John Romero, director of the Water Resource Allocation Program of the State Engineer’s Office, said his office has been fielding up to 50 calls a day from people hoping to participate in New Mexico’s upcoming legal market for recreational cannabis.
These potential producers know they need to show they have secured a reliable supply of water — or even obtain water rights — to apply for a grower’s license. They want staffers in Romero’s agency, the Water Resource Allocation Program, to tell them how it works.
There are a lot of misconceptions, said Romero, the program’s director. “People think, ‘I have a well on my property,’ or ‘There’s a stream or acequia or ditch that goes by my property.’
“That’s good,” he said, “but you may not have the water rights.”
Romero has some advice for people preparing to grow cannabis in the state and a few words of caution: Obtaining water-related permits is never a quick or easy process.
- Producers who plan to purchase or rent a facility connected to a commercial or municipal water system can simply connect to the system as a commercial customer, Romero said. For instance, those operating in the city of Albuquerque can hook up to the Albuquerque Bernalillo County Water Authority, which “has all the water rights for commercial, agriculture and domestic” use he said. A grower just has to show they are a paying customer.

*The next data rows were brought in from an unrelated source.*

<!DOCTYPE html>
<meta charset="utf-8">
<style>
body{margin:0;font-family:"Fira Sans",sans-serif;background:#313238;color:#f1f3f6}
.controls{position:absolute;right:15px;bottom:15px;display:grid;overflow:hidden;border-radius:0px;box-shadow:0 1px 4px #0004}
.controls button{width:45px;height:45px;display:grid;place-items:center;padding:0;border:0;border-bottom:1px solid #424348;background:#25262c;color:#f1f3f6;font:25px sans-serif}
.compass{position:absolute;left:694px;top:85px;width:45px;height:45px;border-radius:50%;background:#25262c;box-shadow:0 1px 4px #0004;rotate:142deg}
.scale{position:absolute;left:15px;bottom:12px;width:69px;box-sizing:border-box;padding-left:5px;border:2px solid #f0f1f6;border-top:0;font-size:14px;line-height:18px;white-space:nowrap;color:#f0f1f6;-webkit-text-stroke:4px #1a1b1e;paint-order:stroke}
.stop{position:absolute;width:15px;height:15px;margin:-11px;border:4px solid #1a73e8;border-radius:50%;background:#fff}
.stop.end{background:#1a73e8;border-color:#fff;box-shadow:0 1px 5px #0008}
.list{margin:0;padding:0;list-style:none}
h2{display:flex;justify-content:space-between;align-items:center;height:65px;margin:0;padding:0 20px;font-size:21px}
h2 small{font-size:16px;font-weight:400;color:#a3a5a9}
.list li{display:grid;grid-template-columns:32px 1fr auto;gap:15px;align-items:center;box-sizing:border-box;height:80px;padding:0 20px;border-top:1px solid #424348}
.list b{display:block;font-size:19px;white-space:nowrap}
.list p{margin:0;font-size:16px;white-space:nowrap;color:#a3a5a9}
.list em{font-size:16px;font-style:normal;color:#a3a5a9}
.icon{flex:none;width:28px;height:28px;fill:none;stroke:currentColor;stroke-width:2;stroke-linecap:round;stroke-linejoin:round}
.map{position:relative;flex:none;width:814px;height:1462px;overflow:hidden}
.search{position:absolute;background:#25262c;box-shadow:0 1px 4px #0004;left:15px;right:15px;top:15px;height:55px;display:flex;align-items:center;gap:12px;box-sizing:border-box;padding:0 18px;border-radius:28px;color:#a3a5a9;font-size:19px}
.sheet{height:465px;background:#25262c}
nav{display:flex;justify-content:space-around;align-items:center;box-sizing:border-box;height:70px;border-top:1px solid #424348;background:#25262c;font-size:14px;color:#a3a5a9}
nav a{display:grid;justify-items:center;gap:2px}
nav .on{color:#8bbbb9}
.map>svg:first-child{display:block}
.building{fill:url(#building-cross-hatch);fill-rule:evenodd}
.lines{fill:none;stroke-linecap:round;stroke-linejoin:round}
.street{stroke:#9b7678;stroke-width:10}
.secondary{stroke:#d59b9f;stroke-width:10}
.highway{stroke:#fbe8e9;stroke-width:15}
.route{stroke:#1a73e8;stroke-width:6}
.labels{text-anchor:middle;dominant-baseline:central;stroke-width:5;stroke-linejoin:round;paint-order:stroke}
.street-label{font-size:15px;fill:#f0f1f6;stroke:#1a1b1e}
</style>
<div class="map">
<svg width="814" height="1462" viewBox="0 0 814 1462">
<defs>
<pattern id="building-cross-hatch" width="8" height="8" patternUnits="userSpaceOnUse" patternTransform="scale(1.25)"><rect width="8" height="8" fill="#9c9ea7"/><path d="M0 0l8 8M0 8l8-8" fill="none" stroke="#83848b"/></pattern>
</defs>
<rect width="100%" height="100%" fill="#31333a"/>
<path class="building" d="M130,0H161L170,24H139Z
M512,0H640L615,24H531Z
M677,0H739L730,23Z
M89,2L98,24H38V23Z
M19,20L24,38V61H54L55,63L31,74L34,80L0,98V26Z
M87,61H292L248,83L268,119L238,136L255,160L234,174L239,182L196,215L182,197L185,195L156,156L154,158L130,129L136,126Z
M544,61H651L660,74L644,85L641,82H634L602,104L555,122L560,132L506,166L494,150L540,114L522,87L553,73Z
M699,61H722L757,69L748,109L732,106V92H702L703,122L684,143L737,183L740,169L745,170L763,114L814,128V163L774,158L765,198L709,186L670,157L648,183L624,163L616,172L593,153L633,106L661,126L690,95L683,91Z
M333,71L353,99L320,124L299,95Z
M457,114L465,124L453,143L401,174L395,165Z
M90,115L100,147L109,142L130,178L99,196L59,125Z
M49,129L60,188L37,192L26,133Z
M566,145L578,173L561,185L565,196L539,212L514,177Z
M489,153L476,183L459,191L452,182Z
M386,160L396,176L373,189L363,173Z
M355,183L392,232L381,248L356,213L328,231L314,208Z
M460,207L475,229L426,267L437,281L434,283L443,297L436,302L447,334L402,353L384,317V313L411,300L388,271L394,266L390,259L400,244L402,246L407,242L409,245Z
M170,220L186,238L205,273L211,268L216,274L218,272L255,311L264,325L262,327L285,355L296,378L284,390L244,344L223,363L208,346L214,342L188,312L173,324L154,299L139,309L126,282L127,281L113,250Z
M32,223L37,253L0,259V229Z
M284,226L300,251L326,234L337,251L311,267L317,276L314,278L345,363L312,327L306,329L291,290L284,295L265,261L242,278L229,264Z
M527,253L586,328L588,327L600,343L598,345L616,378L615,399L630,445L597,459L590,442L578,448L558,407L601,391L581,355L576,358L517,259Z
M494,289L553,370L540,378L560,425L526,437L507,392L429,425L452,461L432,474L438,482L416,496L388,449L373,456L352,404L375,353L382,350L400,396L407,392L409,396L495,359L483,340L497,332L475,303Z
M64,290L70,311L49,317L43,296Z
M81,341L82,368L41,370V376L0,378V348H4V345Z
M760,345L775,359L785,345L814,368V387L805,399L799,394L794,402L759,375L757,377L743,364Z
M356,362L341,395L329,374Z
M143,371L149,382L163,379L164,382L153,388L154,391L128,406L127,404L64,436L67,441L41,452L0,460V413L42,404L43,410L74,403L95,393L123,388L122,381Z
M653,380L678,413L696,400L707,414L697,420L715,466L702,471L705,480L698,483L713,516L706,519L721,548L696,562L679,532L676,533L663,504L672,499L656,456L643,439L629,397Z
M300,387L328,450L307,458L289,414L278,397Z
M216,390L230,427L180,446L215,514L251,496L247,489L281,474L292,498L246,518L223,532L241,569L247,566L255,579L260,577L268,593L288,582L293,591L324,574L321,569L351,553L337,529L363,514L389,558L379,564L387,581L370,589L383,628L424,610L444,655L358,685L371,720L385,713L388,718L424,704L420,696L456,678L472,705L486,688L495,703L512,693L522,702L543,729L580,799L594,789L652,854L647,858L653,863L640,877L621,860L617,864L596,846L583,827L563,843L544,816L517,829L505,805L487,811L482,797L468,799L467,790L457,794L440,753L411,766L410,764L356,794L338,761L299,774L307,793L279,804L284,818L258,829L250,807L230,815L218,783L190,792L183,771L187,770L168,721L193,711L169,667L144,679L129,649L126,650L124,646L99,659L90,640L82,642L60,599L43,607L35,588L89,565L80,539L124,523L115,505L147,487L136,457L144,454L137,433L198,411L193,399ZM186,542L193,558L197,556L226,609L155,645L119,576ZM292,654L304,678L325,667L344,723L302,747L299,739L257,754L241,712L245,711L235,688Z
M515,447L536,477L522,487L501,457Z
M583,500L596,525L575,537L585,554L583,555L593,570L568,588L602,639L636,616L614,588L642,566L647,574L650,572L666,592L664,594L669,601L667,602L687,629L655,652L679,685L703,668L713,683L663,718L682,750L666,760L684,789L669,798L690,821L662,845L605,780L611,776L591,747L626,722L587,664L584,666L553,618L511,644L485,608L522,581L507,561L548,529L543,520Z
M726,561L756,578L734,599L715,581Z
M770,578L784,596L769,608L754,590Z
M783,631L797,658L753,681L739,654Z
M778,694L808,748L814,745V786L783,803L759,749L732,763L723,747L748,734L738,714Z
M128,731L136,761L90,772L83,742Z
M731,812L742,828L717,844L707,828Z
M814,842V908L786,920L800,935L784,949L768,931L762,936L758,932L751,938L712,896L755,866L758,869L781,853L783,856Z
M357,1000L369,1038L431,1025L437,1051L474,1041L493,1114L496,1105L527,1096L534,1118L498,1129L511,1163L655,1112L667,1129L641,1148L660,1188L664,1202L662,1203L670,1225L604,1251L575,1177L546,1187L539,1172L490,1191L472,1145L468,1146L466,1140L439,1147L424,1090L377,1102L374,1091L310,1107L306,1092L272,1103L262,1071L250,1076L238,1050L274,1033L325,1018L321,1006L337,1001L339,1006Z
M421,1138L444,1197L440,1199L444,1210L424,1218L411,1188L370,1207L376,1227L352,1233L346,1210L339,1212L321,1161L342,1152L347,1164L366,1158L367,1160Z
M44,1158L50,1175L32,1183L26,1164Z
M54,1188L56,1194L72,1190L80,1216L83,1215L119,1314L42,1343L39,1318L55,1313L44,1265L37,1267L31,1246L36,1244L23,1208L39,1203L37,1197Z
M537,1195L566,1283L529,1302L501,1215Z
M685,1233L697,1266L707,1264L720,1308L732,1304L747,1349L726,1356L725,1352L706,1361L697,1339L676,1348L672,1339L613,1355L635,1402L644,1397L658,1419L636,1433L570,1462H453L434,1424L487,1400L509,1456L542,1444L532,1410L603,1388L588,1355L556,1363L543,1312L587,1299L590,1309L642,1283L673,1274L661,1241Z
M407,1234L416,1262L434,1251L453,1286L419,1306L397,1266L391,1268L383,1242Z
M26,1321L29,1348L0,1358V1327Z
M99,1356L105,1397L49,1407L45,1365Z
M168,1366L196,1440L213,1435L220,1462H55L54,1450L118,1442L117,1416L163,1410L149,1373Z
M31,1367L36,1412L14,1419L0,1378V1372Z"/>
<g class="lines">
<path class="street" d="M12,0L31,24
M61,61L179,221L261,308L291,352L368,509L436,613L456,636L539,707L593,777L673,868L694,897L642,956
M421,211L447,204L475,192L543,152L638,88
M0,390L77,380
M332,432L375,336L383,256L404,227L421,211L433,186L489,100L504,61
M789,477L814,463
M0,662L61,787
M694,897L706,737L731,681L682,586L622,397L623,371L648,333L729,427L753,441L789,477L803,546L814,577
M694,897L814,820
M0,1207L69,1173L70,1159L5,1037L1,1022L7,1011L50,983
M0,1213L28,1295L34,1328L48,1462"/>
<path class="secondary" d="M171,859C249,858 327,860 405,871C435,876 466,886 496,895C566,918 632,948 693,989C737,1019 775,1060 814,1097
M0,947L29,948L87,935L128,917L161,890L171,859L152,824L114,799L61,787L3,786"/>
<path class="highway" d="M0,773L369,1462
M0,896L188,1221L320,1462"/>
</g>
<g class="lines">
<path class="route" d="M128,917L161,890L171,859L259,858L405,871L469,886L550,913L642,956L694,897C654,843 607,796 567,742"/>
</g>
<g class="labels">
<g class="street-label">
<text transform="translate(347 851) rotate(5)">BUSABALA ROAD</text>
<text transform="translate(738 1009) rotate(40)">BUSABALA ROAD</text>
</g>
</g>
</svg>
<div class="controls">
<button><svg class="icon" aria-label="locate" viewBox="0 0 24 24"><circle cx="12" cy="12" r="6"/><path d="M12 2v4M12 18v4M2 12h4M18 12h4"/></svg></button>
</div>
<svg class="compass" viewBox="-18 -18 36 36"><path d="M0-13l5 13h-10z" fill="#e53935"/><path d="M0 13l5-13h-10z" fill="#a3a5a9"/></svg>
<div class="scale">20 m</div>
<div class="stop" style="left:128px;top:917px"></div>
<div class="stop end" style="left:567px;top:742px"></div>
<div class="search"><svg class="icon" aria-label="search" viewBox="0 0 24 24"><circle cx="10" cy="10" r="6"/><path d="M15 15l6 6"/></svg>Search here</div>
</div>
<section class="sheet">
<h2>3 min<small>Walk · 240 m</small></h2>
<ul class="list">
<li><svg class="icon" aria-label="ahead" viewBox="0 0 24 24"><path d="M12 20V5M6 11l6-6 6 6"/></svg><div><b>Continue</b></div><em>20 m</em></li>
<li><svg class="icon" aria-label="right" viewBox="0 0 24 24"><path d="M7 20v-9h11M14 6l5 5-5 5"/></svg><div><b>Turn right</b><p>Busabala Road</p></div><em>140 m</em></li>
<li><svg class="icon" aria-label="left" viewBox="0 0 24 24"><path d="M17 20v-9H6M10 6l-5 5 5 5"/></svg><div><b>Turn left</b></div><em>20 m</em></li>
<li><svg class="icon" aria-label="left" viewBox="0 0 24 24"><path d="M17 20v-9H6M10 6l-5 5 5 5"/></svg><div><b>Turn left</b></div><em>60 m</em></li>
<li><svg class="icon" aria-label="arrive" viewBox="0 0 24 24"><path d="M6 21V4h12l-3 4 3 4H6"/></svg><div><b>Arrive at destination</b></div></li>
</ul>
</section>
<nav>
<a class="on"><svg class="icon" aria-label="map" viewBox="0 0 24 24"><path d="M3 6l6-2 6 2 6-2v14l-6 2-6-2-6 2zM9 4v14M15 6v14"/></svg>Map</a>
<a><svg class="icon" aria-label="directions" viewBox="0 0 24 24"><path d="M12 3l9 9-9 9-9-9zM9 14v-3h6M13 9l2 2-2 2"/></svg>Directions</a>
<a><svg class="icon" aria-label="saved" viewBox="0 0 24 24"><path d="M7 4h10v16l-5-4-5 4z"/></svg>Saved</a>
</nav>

- Rural growers face more challenges. And some already have discovered a domestic well on their property is not an adequate source of water for a commercial operation. Romero said cannabis producers must have agricultural or commercial well rights. Those who don’t have the rights must acquire them from someone who does. An owner who agrees to sell or lease the water rights must transfer them to your well through a permit from the State Engineer’s Office.
- Don’t assume you have water rights
- just because you own property with an acequia, stream or other waterway running through it. Check with the State Engineer’s Office to find out who owns the rights to the flows.
- If someone offers to sell you water rights from an acequia system, check to see if the acequia commission has bylaws that prohibit or limit such transfers. “Most acequia commissions do have bylaws,” Romero said. “And they often have the right to refuse transfer.”
- Once you have someone lined up to transfer their water rights to you, get ready to get in line. According to Romero, his agency already has a backlog of over 500 water-related permit applications waiting for approval, with an average wait time of eight to 10 months. If someone contests a water rights transfer, the process could take two years to resolve in the court system, he said.